* _What to work on_
After counting the lines below that contain "body", reply with that number alone.
|---|
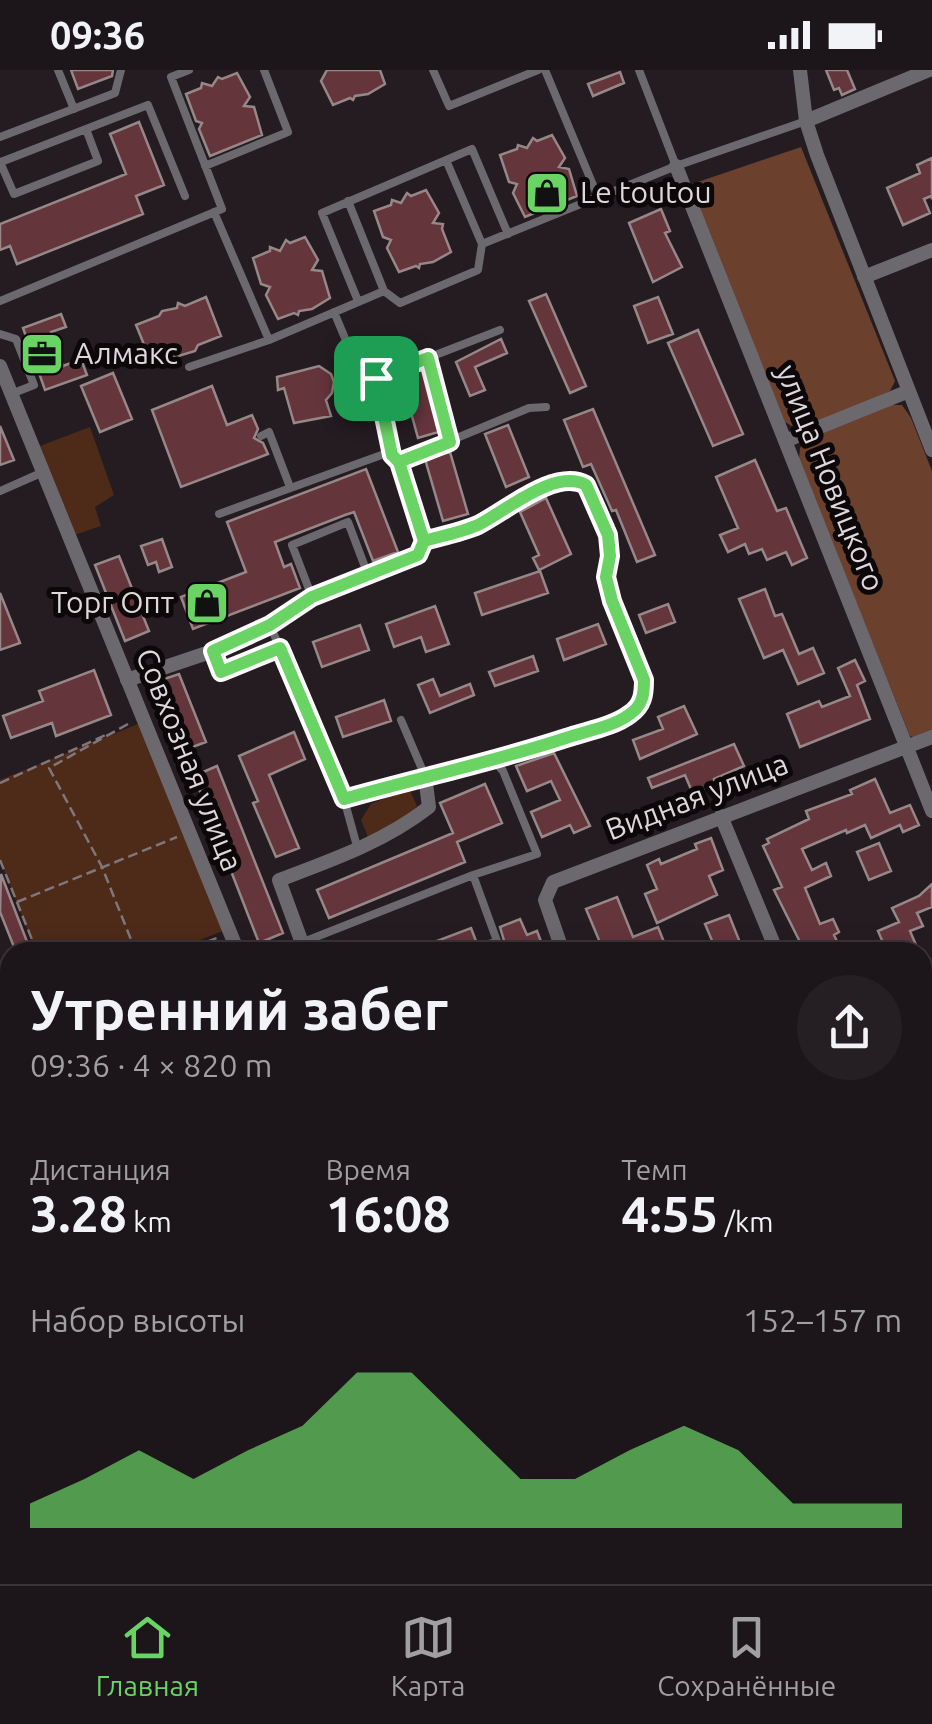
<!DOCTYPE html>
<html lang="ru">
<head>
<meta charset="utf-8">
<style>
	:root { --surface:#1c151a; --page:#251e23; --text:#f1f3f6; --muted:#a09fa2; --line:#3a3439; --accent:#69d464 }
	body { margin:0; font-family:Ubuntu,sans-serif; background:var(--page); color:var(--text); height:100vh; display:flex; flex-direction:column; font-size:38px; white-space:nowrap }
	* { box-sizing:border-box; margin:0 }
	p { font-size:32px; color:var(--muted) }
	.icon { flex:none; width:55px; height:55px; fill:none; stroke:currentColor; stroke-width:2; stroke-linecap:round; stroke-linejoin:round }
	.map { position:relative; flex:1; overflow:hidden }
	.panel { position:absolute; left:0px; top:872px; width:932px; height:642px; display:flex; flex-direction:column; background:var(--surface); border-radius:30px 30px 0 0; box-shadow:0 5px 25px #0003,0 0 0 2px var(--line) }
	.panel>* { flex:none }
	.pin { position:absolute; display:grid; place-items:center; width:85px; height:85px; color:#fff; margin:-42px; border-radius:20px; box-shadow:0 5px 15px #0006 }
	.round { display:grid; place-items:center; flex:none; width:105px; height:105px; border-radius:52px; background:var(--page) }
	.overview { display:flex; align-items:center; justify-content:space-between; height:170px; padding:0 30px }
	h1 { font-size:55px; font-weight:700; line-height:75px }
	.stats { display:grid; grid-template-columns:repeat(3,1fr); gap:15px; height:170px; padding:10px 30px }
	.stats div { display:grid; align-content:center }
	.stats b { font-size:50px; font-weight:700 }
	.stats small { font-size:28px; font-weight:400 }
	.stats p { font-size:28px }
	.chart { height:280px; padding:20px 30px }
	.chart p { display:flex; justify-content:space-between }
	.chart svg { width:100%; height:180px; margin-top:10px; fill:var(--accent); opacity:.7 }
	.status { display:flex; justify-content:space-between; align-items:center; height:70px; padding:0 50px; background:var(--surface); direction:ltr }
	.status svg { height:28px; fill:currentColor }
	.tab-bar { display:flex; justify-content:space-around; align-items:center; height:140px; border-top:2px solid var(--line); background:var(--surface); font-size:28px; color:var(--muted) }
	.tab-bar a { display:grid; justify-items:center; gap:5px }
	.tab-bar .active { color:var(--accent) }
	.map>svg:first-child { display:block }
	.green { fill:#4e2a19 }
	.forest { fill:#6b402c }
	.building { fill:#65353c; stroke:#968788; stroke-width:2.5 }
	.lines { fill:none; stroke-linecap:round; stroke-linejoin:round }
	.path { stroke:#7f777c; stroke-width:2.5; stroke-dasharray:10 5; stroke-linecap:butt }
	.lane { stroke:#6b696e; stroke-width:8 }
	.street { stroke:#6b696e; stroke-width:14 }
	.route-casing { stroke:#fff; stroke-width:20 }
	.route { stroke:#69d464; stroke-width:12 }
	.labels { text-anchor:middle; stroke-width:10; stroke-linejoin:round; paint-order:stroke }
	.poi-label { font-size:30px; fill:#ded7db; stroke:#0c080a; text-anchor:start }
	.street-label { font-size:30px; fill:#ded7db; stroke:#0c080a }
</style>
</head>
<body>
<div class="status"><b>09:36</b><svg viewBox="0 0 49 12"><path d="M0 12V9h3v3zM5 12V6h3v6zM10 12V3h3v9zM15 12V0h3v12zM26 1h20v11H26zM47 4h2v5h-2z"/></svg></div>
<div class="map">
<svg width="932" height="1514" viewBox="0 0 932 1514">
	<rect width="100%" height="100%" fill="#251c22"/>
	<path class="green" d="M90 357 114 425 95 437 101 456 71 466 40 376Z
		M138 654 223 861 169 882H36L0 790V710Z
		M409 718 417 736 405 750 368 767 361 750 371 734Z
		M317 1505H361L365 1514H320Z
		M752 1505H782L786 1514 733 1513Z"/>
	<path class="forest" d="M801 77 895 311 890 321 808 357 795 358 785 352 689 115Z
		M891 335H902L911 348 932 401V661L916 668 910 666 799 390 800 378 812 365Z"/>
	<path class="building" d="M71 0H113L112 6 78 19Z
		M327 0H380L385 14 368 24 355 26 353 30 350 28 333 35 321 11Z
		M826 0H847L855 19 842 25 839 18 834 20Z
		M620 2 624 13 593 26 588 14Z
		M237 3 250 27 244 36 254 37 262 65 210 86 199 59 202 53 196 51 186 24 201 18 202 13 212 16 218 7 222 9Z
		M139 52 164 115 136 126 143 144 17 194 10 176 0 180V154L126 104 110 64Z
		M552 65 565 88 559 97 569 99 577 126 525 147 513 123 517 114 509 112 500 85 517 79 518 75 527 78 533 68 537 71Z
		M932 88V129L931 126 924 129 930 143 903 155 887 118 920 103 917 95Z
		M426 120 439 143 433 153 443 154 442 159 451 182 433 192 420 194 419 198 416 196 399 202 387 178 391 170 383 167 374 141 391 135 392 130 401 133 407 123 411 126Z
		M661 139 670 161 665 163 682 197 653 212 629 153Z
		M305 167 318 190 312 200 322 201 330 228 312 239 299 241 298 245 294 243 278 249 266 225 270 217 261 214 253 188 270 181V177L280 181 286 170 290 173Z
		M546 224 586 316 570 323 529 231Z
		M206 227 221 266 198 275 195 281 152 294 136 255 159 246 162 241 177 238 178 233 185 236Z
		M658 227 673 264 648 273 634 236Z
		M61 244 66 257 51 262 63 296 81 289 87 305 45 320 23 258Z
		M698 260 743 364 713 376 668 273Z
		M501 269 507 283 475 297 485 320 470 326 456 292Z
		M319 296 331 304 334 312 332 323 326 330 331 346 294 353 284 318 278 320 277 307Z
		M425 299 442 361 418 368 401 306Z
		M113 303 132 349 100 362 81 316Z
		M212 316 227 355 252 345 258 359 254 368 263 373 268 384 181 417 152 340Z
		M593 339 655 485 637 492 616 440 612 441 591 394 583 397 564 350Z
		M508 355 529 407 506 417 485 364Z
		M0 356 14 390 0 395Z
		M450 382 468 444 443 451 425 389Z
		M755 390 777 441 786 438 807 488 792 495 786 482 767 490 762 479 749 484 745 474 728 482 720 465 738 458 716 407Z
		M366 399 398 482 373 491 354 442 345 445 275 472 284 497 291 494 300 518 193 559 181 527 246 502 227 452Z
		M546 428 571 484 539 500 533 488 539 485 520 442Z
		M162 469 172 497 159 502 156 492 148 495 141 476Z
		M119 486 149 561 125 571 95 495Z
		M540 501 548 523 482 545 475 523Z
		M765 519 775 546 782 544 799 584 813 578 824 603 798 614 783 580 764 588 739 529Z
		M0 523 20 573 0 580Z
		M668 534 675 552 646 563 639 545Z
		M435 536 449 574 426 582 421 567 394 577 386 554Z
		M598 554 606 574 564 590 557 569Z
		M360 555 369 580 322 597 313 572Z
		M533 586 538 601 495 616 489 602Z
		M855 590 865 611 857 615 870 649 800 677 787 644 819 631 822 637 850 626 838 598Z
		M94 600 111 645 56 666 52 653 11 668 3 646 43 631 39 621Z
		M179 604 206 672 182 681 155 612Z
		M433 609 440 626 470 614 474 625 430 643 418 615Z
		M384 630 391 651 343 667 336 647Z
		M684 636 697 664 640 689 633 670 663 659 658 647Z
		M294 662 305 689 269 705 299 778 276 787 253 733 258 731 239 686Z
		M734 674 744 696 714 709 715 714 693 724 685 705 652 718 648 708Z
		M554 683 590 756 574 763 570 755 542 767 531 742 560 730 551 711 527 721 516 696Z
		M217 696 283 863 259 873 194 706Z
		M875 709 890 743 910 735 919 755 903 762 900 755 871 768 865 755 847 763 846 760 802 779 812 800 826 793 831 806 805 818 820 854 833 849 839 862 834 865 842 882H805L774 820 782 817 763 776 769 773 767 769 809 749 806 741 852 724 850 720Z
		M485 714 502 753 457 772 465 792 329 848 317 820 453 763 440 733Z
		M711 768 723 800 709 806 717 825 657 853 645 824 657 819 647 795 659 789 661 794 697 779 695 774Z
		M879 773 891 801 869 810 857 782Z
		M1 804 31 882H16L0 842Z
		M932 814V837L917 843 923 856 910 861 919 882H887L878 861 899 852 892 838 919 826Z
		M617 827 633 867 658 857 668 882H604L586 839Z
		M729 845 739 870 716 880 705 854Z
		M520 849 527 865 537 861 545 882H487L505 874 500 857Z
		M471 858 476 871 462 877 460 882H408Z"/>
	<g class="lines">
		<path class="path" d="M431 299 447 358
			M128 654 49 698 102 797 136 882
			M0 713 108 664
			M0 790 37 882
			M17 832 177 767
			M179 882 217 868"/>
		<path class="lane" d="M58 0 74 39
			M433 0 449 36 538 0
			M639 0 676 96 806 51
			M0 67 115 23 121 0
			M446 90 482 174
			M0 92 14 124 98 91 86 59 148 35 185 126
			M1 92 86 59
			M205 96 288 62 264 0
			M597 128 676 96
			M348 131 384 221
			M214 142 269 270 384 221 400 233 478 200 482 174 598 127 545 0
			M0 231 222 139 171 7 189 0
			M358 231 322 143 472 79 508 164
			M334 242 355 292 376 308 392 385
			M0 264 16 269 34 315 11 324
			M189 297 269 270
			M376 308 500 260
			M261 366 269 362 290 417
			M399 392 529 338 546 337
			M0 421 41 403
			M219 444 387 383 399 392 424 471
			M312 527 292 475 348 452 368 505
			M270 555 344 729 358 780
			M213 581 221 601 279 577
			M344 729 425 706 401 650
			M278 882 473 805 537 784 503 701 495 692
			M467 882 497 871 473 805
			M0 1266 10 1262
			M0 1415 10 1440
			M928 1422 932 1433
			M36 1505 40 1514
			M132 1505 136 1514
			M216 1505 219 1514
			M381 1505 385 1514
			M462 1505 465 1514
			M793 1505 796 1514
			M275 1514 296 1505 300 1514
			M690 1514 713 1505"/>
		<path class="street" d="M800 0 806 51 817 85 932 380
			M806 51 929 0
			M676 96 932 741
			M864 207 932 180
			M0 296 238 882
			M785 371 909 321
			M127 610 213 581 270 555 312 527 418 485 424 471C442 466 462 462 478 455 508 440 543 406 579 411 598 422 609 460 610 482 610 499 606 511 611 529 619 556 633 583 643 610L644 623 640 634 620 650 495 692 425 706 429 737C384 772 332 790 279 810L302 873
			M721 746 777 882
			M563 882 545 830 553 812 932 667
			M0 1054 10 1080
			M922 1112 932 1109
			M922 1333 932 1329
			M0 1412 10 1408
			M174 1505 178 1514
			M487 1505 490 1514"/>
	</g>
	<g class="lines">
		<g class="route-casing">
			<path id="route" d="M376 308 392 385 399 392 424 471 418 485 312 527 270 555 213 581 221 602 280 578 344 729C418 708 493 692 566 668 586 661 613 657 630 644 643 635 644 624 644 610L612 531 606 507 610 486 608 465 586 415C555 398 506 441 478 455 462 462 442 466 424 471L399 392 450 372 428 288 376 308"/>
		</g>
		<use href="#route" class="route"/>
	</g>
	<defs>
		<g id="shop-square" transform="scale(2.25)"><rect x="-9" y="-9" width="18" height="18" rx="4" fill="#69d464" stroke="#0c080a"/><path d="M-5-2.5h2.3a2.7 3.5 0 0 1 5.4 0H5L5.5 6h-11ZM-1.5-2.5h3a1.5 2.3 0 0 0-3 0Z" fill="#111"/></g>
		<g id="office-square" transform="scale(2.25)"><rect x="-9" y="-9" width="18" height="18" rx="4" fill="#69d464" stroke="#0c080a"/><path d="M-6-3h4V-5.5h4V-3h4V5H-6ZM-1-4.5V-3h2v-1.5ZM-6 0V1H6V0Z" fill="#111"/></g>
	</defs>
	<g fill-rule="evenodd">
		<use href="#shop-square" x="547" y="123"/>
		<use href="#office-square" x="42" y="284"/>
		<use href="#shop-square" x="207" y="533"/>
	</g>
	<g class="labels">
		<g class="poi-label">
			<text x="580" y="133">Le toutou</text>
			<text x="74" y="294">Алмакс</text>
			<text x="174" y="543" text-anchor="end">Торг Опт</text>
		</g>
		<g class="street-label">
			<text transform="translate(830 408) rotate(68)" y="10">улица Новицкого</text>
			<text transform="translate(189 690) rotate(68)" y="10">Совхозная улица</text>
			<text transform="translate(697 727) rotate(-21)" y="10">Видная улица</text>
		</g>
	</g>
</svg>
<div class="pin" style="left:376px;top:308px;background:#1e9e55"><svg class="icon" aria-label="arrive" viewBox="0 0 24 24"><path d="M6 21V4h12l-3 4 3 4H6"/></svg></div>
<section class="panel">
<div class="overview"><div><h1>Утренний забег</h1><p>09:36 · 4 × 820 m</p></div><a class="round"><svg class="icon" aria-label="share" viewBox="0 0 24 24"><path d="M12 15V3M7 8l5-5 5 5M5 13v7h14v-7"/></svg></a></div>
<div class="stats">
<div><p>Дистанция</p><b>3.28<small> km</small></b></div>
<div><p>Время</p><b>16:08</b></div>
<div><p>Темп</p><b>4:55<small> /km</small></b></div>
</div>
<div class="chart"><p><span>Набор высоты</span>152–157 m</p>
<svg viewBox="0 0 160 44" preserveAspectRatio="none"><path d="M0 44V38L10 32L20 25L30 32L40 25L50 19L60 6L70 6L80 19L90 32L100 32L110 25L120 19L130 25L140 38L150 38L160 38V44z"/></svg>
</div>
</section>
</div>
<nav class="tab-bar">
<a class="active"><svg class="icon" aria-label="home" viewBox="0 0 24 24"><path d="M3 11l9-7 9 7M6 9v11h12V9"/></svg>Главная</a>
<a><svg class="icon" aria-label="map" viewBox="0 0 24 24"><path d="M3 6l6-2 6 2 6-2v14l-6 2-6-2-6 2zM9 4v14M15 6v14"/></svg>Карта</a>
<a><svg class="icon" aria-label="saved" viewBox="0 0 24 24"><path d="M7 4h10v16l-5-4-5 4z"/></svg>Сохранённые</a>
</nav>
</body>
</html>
|---|
* _Output below_
3